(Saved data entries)

────────

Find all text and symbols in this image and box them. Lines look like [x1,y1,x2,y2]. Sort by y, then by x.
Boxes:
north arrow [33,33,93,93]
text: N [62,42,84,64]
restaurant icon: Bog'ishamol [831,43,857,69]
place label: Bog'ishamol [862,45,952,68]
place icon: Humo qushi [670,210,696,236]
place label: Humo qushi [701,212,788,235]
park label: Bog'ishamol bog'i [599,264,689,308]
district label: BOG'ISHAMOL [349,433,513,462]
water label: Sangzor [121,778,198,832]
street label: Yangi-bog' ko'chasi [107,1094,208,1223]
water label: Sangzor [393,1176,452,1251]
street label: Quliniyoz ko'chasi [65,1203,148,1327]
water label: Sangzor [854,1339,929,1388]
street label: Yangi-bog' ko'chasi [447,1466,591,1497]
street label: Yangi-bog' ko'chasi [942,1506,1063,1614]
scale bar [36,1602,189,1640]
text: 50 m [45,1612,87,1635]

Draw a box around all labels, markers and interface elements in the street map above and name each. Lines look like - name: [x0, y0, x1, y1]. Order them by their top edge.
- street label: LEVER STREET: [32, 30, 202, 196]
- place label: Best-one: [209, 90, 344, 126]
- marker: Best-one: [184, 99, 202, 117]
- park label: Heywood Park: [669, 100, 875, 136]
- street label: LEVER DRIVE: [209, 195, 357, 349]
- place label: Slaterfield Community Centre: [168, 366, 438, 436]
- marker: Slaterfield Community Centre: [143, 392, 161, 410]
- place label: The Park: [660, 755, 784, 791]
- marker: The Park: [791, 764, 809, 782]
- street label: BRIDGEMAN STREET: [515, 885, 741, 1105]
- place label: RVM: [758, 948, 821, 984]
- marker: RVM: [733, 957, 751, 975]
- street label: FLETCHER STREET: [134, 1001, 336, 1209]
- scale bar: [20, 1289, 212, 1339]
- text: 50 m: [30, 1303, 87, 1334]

────────

Problem details ::
Repeat all of the data exactly.

Response to this exercise ::
Find all text and symbols in this image and box them. Lines look like [x1,y1,x2,y2]. Sort by y, then by x.
Boxes:
north arrow [33,33,93,93]
text: N [62,42,84,64]
restaurant icon: Bog'ishamol [831,43,857,69]
place label: Bog'ishamol [862,45,952,68]
place icon: Humo qushi [670,210,696,236]
place label: Humo qushi [701,212,788,235]
park label: Bog'ishamol bog'i [599,264,689,308]
district label: BOG'ISHAMOL [349,433,513,462]
water label: Sangzor [121,778,198,832]
street label: Yangi-bog' ko'chasi [107,1094,208,1223]
water label: Sangzor [393,1176,452,1251]
street label: Quliniyoz ko'chasi [65,1203,148,1327]
water label: Sangzor [854,1339,929,1388]
street label: Yangi-bog' ko'chasi [447,1466,591,1497]
street label: Yangi-bog' ko'chasi [942,1506,1063,1614]
scale bar [36,1602,189,1640]
text: 50 m [45,1612,87,1635]

Draw a box around all labels, markers and interface elements in the street map above and name each. Lines look like - name: [x0, y0, x1, y1]. Order them by their top edge.
- street label: LEVER STREET: [32, 30, 202, 196]
- place label: Best-one: [209, 90, 344, 126]
- marker: Best-one: [184, 99, 202, 117]
- park label: Heywood Park: [669, 100, 875, 136]
- street label: LEVER DRIVE: [209, 195, 357, 349]
- place label: Slaterfield Community Centre: [168, 366, 438, 436]
- marker: Slaterfield Community Centre: [143, 392, 161, 410]
- place label: The Park: [660, 755, 784, 791]
- marker: The Park: [791, 764, 809, 782]
- street label: BRIDGEMAN STREET: [515, 885, 741, 1105]
- place label: RVM: [758, 948, 821, 984]
- marker: RVM: [733, 957, 751, 975]
- street label: FLETCHER STREET: [134, 1001, 336, 1209]
- scale bar: [20, 1289, 212, 1339]
- text: 50 m: [30, 1303, 87, 1334]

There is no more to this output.